Hi,
I have a list of genes (long_list
) from which I want to filter a list with genes of interest (goi
) to retrieve a filtered list of genes (genes_filtered
). The goi
s are all expected to be contained in the long_list
.
However, when I filter for the goi
s, I always retrieve four extra genes.
genes_filtered <- long_list[long_list$ensembl %in% goi$ensembl,]
Dimensions of the lists:
dim(long_list)[1]
> 15251
dim(goi)[1]
> 11221
dim(genes_filtered)[1]
> 11225 #Should be 11221 (same as goi)
I have tried the following to get to the bottom if this.
Checking duplicates in genes_filtered
, long_list
, and goi
:
dim(genes_filtered[duplicated(genes_filtered$ensembl),])[1]
> [1] 0
dim(long_list[duplicated(long_list$ensembl),])[1]
> [1] 0
dim(goi[duplicated(goi$ensembl),])[1]
> NULL
Checking missing values:
sum(is.na(genes_filtered))
> [1] 0
sum(is.na(long_list))
> [1] 0
sum(is.na(goi))
> [1] 0
Checking values contained in genes_filtered
but not in goi
:
# 1: Using lists
genes_filtered[!(genes_filtered$ensembl %in% goi$ensembl)]
data frame with 0 columns and 11125 rows
# 2: Extracting columns first from lists
f <- genes_filtered$ensembl
g <- goi$ensembl
g[!(g %in% f)]
[1] "ENSG00000283208" "ENSG00000284292" "ENSG00000262633" ...
Method 2 retrieves a list of in total 96 genes, which is not expected.
Can anyone explain why the filtering method at the top of the post does not work and possibly suggest a correct way?

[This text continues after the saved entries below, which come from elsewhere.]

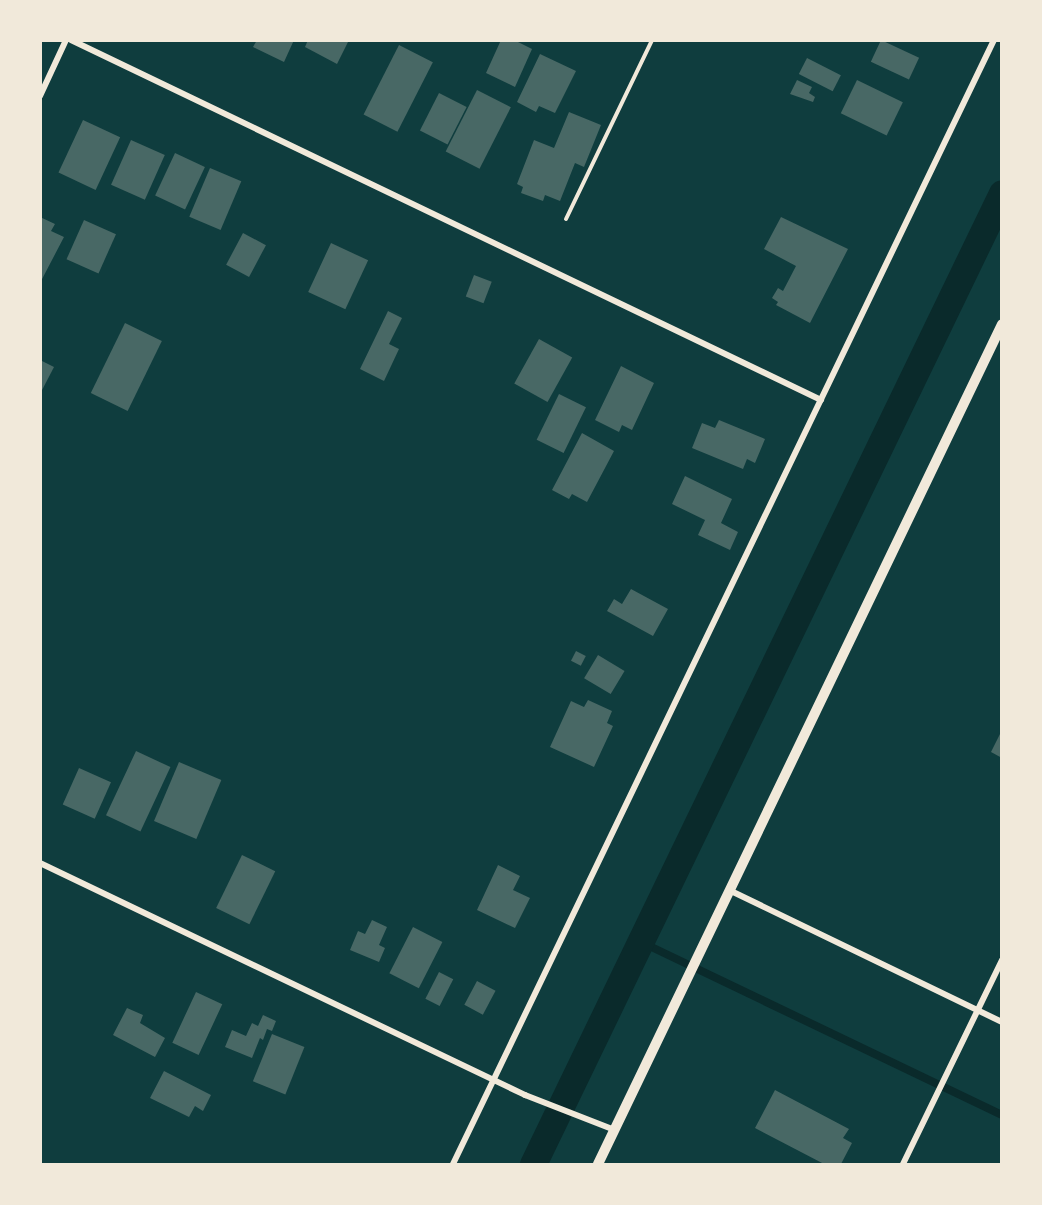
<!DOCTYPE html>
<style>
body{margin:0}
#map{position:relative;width:1042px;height:1205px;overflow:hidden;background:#0f3d3e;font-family:Lato,sans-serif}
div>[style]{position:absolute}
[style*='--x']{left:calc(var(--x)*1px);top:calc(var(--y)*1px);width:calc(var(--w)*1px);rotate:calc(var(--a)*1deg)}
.stream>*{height:8px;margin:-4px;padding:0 4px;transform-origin:4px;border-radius:4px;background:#0a2a2b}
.canal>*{height:27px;margin:-13.5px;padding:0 13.5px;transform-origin:13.5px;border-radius:13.5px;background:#0a2a2b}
.building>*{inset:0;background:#486865;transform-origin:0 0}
.path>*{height:4px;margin:-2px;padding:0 2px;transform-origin:2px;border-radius:2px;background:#f1e9da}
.minor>*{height:6px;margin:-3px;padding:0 3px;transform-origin:3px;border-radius:3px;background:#f1e9da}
.tertiary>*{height:10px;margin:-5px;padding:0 5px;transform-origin:5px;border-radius:5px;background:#f1e9da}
span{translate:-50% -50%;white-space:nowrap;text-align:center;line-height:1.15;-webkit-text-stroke:6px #f1e9da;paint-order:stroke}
.frame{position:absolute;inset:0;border:42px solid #f1e9da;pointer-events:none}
</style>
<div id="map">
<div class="stream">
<i style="--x:641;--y:942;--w:400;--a:25.6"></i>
</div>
<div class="canal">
<i style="--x:533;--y:1164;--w:1078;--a:-64.22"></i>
</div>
<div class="building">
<i style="clip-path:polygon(257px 40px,294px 40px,284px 62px,253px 47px)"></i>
<i style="clip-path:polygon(308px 40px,349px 40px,337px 64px,305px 47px)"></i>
<i style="clip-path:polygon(501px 40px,514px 40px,532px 49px,515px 87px,486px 73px)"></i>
<i style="left:881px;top:40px;width:42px;height:24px;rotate:25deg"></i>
<i style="left:399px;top:45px;width:38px;height:78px;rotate:27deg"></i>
<i style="clip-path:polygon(540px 54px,576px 71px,555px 113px,539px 106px,536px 112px,517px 102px)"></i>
<i style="left:807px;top:58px;width:38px;height:18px;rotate:27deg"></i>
<i style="clip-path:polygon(797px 80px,812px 87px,809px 93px,815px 97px,813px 102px,790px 94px)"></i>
<i style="left:857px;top:80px;width:51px;height:37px;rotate:26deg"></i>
<i style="left:477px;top:90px;width:38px;height:69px;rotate:27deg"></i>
<i style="left:439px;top:93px;width:31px;height:42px;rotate:27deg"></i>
<i style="clip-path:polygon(569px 112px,601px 125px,584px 167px,575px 163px,560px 201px,545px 195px,543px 201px,521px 193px,523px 187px,517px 184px,534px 140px,554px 148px)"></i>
<i style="left:83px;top:120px;width:41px;height:58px;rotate:25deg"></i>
<i style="left:131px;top:140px;width:37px;height:49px;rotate:24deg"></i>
<i style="left:175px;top:153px;width:33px;height:47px;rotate:25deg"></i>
<i style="left:210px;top:168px;width:34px;height:53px;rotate:23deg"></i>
<i style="clip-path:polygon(40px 217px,55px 224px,51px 231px,64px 237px,40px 283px)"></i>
<i style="clip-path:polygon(781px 217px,848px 249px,810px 323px,776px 305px,778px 302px,772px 298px,778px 288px,783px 291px,796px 266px,764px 249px)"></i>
<i style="left:84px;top:220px;width:35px;height:43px;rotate:24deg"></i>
<i style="left:243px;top:233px;width:26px;height:36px;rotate:28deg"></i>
<i style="left:331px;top:243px;width:41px;height:54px;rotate:25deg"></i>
<i style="left:474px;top:275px;width:19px;height:23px;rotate:21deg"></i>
<i style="clip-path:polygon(388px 311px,402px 318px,389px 344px,399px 349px,384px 381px,360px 369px)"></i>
<i style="left:125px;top:323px;width:41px;height:78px;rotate:26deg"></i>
<i style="left:539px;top:339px;width:38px;height:51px;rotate:29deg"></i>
<i style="clip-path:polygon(40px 360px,54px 367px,40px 394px)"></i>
<i style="clip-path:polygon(621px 366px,654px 383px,632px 430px,622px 425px,619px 432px,595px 420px)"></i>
<i style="left:559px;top:394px;width:30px;height:51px;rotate:26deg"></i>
<i style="clip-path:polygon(719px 420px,765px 439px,755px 463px,747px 459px,743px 469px,692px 448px,702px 423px,715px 428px)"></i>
<i style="clip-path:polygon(582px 433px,614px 451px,587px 502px,572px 494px,569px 499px,552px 490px)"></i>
<i style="clip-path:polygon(685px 476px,732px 499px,721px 523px,738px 532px,730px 550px,698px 535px,705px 520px,672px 504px)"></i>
<i style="clip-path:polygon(631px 589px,668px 609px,653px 636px,607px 611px,614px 599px,622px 604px)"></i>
<i style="left:576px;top:651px;width:11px;height:11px;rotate:27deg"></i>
<i style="left:598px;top:655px;width:31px;height:27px;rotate:31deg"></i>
<i style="clip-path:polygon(588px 700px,612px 711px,607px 723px,613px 726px,594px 767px,550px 747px,571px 701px,584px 707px)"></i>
<i style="clip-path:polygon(1002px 730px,1002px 758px,991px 752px)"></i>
<i style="left:136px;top:751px;width:38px;height:71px;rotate:25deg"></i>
<i style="left:179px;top:762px;width:46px;height:64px;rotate:23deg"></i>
<i style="left:79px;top:768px;width:35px;height:40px;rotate:24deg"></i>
<i style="left:242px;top:855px;width:37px;height:59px;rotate:26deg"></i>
<i style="clip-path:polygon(498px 865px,520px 876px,513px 890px,530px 898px,515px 928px,477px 910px)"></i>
<i style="clip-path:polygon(372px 920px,387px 927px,379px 945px,385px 948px,379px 962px,350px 950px,358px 931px,365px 934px)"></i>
<i style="left:413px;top:927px;width:33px;height:52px;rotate:27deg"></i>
<i style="left:439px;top:972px;width:16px;height:30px;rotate:27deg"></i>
<i style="left:477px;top:981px;width:21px;height:27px;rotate:28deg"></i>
<i style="left:196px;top:992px;width:29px;height:56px;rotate:25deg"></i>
<i style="clip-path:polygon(127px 1008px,143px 1015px,140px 1023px,165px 1038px,155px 1057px,113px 1035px)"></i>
<i style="clip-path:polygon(263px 1015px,276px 1021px,272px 1031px,267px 1029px,263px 1040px,260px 1038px,252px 1058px,225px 1047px,232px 1030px,246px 1036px,252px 1023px,258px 1026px)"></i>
<i style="left:272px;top:1034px;width:35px;height:51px;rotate:22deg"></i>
<i style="clip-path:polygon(164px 1071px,211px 1095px,203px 1111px,195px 1106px,189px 1117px,150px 1098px)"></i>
<i style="clip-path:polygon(775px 1090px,849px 1129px,843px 1138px,852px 1143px,841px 1164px,824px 1164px,755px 1128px)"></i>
</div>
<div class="path">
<i style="--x:566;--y:219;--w:199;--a:-64.3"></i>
</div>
<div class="minor">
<i style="--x:71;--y:40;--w:832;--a:25.64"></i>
<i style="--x:40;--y:96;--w:62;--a:-65.1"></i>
<i style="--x:40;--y:863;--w:538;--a:25.56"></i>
<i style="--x:525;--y:1095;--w:97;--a:21.3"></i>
<i style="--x:731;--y:891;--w:301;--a:25.8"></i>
<i style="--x:453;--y:1164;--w:1247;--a:-64.3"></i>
<i style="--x:903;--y:1164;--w:227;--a:-64.1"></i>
</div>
<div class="tertiary">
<i style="--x:598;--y:1164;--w:932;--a:-64.31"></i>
</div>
<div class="frame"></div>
</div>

Very strange, what version of R are you using? Can you posts the two lists for others to compare?
I'm using R 4.1.2
About posting the lists: They are both quite long, what is the best way to post them?
https://pastebin.com/
Sorry, I cannot open that page.
try github then
Tried another network and managed to paste the data.
goi
https://pastebin.com/BGJk7j6i
long_list
https://pastebin.com/hX1nsnNG
I tried another network an managed to paste the genes. They can be found here:
goi
https://pastebin.com/BGJk7j6i
long_list
https://pastebin.com/hX1nsnNG
According to what you provide, I have on my console :
I can't see any problem, are you sure you did not make a copy-paste error ?
Based on the data provided
dim(long_list)[1]
retuns15202
which is not what mentioned in the post. To figure out the issue it is really important to work on the exact same datasets.